Only lines with the string "bottom" are wanted. Pull them out of the data.

● **Exercise materials**:
%%

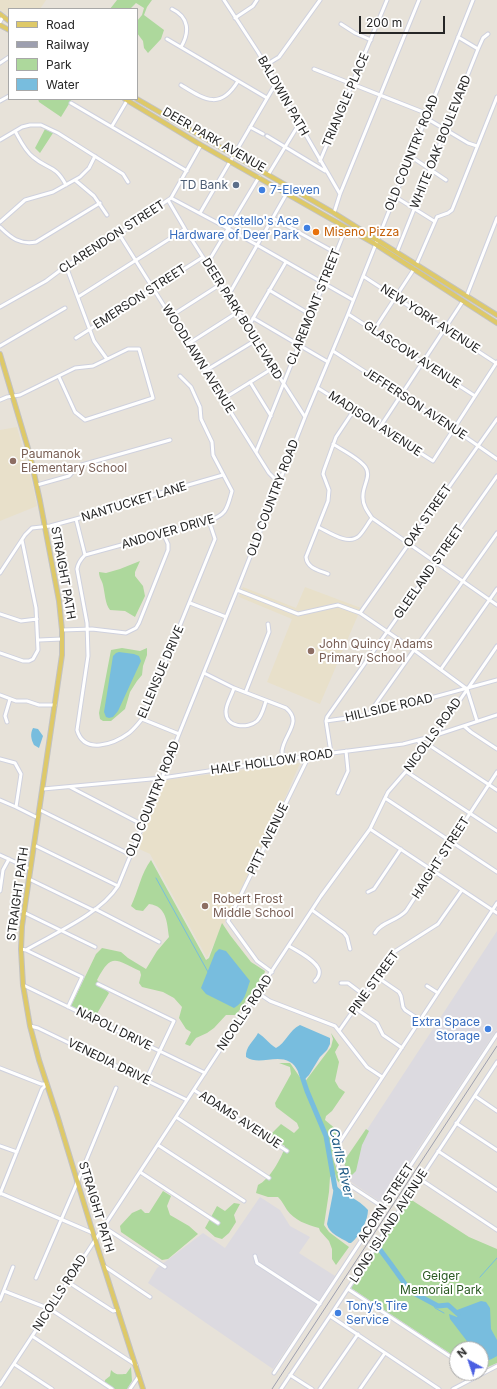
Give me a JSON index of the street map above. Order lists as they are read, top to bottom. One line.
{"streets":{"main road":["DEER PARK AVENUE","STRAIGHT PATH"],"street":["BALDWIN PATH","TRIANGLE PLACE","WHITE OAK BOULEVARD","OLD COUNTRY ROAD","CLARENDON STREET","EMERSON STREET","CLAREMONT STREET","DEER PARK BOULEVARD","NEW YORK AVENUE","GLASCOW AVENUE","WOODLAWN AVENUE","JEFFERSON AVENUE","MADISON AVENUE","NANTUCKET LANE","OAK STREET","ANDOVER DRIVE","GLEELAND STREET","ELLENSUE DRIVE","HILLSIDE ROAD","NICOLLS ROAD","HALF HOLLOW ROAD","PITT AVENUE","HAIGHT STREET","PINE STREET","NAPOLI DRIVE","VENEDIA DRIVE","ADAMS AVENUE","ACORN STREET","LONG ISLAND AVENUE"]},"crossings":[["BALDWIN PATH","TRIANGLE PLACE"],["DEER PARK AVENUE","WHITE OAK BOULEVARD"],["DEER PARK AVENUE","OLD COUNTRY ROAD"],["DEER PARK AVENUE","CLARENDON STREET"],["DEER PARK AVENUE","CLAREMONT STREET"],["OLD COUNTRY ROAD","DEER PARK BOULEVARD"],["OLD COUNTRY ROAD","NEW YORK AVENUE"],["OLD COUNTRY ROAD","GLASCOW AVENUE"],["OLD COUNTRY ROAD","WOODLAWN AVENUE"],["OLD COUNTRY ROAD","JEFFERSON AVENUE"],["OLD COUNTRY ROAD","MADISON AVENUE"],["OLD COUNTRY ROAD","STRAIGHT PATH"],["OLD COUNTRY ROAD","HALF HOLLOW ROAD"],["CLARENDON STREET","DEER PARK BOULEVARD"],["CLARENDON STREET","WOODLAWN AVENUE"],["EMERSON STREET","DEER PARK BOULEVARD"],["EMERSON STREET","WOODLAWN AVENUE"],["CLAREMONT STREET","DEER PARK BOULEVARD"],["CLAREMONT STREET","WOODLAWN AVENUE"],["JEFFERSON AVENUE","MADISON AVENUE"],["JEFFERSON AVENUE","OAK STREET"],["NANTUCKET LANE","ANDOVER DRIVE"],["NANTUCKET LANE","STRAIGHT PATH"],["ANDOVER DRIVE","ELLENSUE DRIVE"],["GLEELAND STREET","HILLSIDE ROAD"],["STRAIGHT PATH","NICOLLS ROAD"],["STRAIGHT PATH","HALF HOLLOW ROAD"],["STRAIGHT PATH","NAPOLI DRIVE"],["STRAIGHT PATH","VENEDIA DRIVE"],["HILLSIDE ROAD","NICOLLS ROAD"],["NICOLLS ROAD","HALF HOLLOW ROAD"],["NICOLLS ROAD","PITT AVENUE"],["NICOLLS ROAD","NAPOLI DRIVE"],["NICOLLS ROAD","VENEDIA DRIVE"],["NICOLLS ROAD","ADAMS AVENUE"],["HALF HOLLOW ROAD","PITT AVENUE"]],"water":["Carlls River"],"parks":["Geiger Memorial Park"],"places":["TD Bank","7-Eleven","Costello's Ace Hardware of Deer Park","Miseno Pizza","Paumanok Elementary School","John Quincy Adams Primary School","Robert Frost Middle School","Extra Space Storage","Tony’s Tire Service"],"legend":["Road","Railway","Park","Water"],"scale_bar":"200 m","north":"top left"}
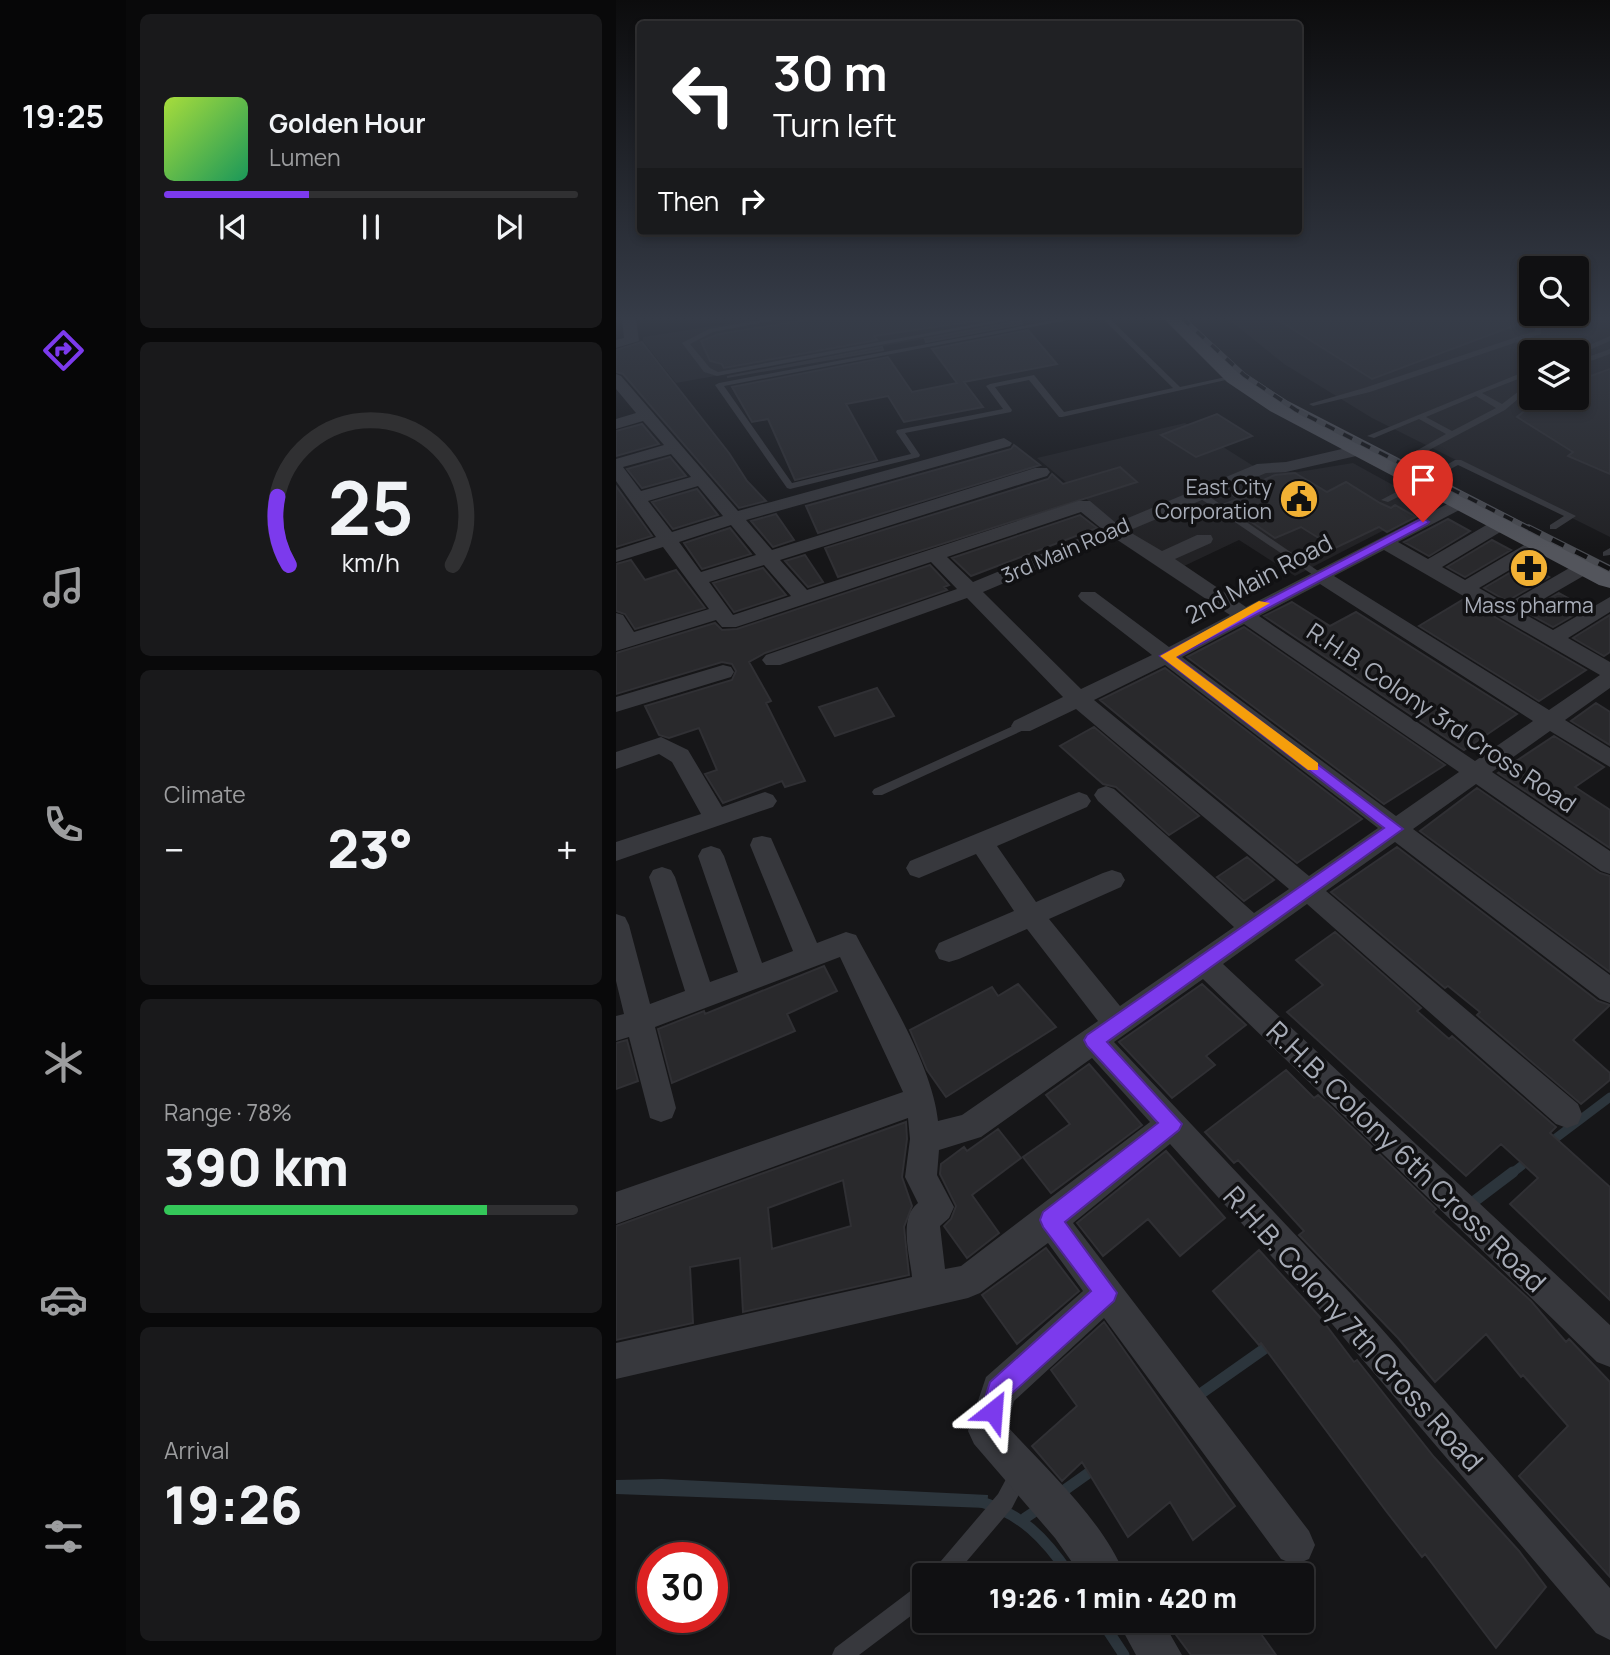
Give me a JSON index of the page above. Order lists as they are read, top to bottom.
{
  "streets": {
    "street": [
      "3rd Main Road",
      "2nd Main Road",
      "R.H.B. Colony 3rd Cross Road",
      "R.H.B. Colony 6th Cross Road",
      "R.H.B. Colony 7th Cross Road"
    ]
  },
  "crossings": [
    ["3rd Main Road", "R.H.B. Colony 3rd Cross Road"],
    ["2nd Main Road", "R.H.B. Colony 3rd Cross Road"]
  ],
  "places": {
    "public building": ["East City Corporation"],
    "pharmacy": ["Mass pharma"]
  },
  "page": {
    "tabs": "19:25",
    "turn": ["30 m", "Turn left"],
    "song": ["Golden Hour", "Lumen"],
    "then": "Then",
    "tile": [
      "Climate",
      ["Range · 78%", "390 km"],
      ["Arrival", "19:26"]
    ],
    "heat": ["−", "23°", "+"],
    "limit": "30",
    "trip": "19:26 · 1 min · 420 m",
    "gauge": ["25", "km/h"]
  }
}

%%

● **Exercise response**:
Give me a JSON index of the street map above. Order lists as they are read, top to bottom. One line.
Give me a JSON index of the page above. Order lists as they are read, top to bottom.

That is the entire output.